Items from a dataset:
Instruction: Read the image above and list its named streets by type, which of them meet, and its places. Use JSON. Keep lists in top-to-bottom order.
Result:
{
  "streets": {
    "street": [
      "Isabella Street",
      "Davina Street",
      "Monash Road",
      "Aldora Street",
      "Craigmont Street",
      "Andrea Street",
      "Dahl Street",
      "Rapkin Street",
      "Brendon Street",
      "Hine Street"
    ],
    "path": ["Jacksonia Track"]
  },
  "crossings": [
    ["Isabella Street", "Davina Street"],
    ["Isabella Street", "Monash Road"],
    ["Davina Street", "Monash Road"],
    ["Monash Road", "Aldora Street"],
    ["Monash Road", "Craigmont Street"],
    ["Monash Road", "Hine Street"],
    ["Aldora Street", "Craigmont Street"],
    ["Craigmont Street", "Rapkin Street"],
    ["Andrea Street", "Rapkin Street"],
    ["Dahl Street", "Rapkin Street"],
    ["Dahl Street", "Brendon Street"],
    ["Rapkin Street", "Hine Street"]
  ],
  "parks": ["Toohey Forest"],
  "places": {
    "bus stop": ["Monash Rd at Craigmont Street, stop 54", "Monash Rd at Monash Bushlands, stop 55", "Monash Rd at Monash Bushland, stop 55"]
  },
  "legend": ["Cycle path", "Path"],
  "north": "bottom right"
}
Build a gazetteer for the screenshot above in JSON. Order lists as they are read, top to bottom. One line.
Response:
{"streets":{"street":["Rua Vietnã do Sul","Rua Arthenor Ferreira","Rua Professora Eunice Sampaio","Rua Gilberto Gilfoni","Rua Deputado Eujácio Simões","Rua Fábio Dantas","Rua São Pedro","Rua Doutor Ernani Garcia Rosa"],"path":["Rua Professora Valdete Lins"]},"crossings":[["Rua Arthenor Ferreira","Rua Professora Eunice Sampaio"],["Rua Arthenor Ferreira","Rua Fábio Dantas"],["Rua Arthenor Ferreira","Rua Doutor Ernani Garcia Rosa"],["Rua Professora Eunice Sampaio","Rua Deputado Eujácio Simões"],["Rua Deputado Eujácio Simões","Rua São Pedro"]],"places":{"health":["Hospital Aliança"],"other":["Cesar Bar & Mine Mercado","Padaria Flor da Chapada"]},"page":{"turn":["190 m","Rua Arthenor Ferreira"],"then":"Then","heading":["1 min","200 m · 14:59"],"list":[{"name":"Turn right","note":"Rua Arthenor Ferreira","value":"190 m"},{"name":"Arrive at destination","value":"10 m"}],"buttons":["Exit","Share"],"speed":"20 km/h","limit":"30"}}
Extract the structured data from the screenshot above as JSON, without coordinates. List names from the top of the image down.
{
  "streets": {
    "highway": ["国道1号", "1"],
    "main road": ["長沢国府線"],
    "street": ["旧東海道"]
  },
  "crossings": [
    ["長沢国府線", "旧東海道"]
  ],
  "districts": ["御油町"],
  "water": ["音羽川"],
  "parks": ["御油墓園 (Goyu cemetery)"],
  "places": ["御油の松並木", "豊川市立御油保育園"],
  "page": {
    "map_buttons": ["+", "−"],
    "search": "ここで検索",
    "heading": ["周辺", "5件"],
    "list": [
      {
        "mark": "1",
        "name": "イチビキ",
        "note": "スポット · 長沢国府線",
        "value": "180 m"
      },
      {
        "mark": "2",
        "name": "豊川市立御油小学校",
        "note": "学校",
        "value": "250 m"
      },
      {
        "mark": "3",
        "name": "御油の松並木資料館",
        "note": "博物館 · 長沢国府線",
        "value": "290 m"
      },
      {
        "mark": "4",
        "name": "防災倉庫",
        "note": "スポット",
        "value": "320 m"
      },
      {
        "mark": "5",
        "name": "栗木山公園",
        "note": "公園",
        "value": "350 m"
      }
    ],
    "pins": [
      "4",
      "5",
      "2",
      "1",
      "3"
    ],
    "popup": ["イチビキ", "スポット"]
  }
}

## EXERCISE
The records above are to be transcribed exactly and completely.

## RESPONSE TO THIS TASK
Instruction: Read the image above and list its named streets by type, which of them meet, and its places. Use JSON. Keep lists in top-to-bottom order.
Result:
{
  "streets": {
    "street": [
      "Isabella Street",
      "Davina Street",
      "Monash Road",
      "Aldora Street",
      "Craigmont Street",
      "Andrea Street",
      "Dahl Street",
      "Rapkin Street",
      "Brendon Street",
      "Hine Street"
    ],
    "path": ["Jacksonia Track"]
  },
  "crossings": [
    ["Isabella Street", "Davina Street"],
    ["Isabella Street", "Monash Road"],
    ["Davina Street", "Monash Road"],
    ["Monash Road", "Aldora Street"],
    ["Monash Road", "Craigmont Street"],
    ["Monash Road", "Hine Street"],
    ["Aldora Street", "Craigmont Street"],
    ["Craigmont Street", "Rapkin Street"],
    ["Andrea Street", "Rapkin Street"],
    ["Dahl Street", "Rapkin Street"],
    ["Dahl Street", "Brendon Street"],
    ["Rapkin Street", "Hine Street"]
  ],
  "parks": ["Toohey Forest"],
  "places": {
    "bus stop": ["Monash Rd at Craigmont Street, stop 54", "Monash Rd at Monash Bushlands, stop 55", "Monash Rd at Monash Bushland, stop 55"]
  },
  "legend": ["Cycle path", "Path"],
  "north": "bottom right"
}
Build a gazetteer for the screenshot above in JSON. Order lists as they are read, top to bottom. One line.
Response:
{"streets":{"street":["Rua Vietnã do Sul","Rua Arthenor Ferreira","Rua Professora Eunice Sampaio","Rua Gilberto Gilfoni","Rua Deputado Eujácio Simões","Rua Fábio Dantas","Rua São Pedro","Rua Doutor Ernani Garcia Rosa"],"path":["Rua Professora Valdete Lins"]},"crossings":[["Rua Arthenor Ferreira","Rua Professora Eunice Sampaio"],["Rua Arthenor Ferreira","Rua Fábio Dantas"],["Rua Arthenor Ferreira","Rua Doutor Ernani Garcia Rosa"],["Rua Professora Eunice Sampaio","Rua Deputado Eujácio Simões"],["Rua Deputado Eujácio Simões","Rua São Pedro"]],"places":{"health":["Hospital Aliança"],"other":["Cesar Bar & Mine Mercado","Padaria Flor da Chapada"]},"page":{"turn":["190 m","Rua Arthenor Ferreira"],"then":"Then","heading":["1 min","200 m · 14:59"],"list":[{"name":"Turn right","note":"Rua Arthenor Ferreira","value":"190 m"},{"name":"Arrive at destination","value":"10 m"}],"buttons":["Exit","Share"],"speed":"20 km/h","limit":"30"}}
Extract the structured data from the screenshot above as JSON, without coordinates. List names from the top of the image down.
{
  "streets": {
    "highway": ["国道1号", "1"],
    "main road": ["長沢国府線"],
    "street": ["旧東海道"]
  },
  "crossings": [
    ["長沢国府線", "旧東海道"]
  ],
  "districts": ["御油町"],
  "water": ["音羽川"],
  "parks": ["御油墓園 (Goyu cemetery)"],
  "places": ["御油の松並木", "豊川市立御油保育園"],
  "page": {
    "map_buttons": ["+", "−"],
    "search": "ここで検索",
    "heading": ["周辺", "5件"],
    "list": [
      {
        "mark": "1",
        "name": "イチビキ",
        "note": "スポット · 長沢国府線",
        "value": "180 m"
      },
      {
        "mark": "2",
        "name": "豊川市立御油小学校",
        "note": "学校",
        "value": "250 m"
      },
      {
        "mark": "3",
        "name": "御油の松並木資料館",
        "note": "博物館 · 長沢国府線",
        "value": "290 m"
      },
      {
        "mark": "4",
        "name": "防災倉庫",
        "note": "スポット",
        "value": "320 m"
      },
      {
        "mark": "5",
        "name": "栗木山公園",
        "note": "公園",
        "value": "350 m"
      }
    ],
    "pins": [
      "4",
      "5",
      "2",
      "1",
      "3"
    ],
    "popup": ["イチビキ", "スポット"]
  }
}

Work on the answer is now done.